Prompt:
Output a verbatim copy of the data, cut off after the line that contains "0 #a7bcd2) drop-shadow(-2px".
** Opening Input data block **
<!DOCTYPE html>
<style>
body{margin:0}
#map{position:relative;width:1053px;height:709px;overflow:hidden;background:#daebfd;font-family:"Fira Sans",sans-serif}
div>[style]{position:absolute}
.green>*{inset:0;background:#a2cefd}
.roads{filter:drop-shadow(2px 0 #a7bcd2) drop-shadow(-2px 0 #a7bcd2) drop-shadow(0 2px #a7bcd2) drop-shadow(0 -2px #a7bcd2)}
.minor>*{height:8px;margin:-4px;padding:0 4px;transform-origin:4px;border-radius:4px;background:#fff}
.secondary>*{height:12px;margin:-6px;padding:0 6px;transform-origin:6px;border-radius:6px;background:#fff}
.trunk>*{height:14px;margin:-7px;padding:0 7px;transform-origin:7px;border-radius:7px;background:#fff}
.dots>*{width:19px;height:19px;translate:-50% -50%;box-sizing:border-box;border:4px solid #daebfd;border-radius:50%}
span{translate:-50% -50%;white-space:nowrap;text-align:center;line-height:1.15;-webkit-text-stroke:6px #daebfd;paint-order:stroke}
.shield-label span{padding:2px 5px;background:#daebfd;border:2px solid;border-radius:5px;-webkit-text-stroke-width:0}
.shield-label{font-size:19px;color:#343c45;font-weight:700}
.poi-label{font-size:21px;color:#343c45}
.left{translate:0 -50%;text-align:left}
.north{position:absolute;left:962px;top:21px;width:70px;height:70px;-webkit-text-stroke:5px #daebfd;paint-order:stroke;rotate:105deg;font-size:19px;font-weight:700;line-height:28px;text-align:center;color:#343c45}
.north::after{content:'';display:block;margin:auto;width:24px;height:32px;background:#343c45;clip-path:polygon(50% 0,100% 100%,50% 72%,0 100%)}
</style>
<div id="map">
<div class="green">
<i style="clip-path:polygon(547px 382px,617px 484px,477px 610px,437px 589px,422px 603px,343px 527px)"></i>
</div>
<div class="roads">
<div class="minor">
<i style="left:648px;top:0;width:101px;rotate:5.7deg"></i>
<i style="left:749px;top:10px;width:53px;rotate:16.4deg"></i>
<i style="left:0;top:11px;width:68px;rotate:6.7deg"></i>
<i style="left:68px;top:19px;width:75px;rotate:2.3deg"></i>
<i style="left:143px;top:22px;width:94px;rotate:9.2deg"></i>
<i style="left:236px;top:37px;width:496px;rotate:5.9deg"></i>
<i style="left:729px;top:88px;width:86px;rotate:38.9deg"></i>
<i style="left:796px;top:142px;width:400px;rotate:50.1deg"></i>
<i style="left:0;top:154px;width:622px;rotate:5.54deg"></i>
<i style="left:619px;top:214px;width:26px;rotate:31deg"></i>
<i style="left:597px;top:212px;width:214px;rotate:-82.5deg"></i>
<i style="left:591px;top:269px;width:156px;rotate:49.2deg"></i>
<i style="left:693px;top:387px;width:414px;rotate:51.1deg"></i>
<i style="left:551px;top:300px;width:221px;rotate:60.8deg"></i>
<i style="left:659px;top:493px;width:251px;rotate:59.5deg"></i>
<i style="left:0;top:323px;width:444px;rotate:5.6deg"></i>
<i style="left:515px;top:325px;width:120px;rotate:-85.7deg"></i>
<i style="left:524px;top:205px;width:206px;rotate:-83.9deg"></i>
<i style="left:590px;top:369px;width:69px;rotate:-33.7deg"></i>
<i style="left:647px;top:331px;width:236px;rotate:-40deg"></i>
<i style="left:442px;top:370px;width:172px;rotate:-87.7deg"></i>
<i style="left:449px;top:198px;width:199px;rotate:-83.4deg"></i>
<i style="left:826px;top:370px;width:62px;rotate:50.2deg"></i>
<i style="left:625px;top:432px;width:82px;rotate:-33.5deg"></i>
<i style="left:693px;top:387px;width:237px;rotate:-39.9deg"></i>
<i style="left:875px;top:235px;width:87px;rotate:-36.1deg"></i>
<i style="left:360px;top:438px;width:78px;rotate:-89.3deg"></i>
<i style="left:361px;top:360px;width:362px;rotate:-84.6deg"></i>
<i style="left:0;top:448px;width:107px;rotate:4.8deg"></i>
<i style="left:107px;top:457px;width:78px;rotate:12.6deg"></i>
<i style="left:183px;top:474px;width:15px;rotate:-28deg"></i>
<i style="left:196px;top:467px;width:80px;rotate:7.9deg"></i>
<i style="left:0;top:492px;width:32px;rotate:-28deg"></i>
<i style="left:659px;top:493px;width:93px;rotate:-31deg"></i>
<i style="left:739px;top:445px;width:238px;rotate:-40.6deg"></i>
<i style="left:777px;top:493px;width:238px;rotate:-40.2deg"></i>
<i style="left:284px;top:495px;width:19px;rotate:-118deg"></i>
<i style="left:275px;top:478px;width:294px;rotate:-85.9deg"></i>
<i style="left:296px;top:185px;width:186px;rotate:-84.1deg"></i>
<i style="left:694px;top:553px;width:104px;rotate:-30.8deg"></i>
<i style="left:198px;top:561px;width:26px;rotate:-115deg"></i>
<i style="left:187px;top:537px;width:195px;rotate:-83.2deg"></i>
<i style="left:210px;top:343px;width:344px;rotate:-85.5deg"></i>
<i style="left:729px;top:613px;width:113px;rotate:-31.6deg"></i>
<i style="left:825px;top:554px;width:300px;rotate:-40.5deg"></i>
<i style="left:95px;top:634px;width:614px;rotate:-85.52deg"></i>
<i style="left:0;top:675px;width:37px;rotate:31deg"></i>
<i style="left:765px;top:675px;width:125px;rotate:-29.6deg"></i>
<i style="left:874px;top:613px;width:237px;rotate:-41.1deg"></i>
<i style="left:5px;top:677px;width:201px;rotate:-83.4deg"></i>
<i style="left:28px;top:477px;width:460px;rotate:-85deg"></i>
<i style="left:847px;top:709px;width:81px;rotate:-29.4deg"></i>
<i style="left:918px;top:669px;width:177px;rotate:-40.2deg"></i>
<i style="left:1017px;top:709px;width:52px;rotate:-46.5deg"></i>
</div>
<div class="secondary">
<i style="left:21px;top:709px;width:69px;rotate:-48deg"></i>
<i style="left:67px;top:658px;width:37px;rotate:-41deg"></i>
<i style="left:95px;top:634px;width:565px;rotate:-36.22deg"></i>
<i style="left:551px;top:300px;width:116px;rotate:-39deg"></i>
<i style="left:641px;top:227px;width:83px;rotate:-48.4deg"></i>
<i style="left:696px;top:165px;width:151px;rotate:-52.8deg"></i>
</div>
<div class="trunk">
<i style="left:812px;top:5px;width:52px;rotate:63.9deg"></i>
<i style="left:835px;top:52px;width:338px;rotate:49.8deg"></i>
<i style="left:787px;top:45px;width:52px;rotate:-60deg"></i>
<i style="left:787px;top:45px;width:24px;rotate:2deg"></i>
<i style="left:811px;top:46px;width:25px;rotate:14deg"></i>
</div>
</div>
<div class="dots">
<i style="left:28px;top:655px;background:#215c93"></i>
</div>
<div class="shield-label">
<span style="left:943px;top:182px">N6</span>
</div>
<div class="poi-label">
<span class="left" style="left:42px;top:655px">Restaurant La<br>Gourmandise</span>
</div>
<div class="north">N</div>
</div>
** Closing Input data block **
Your solution:
<!DOCTYPE html>
<style>
body{margin:0}
#map{position:relative;width:1053px;height:709px;overflow:hidden;background:#daebfd;font-family:"Fira Sans",sans-serif}
div>[style]{position:absolute}
.green>*{inset:0;background:#a2cefd}
.roads{filter:drop-shadow(2px 0 #a7bcd2) drop-shadow(-2px 0 #a7bcd2) drop-shadow(0 2px #a7bcd2) drop-shadow(0 -2px #a7bcd2)}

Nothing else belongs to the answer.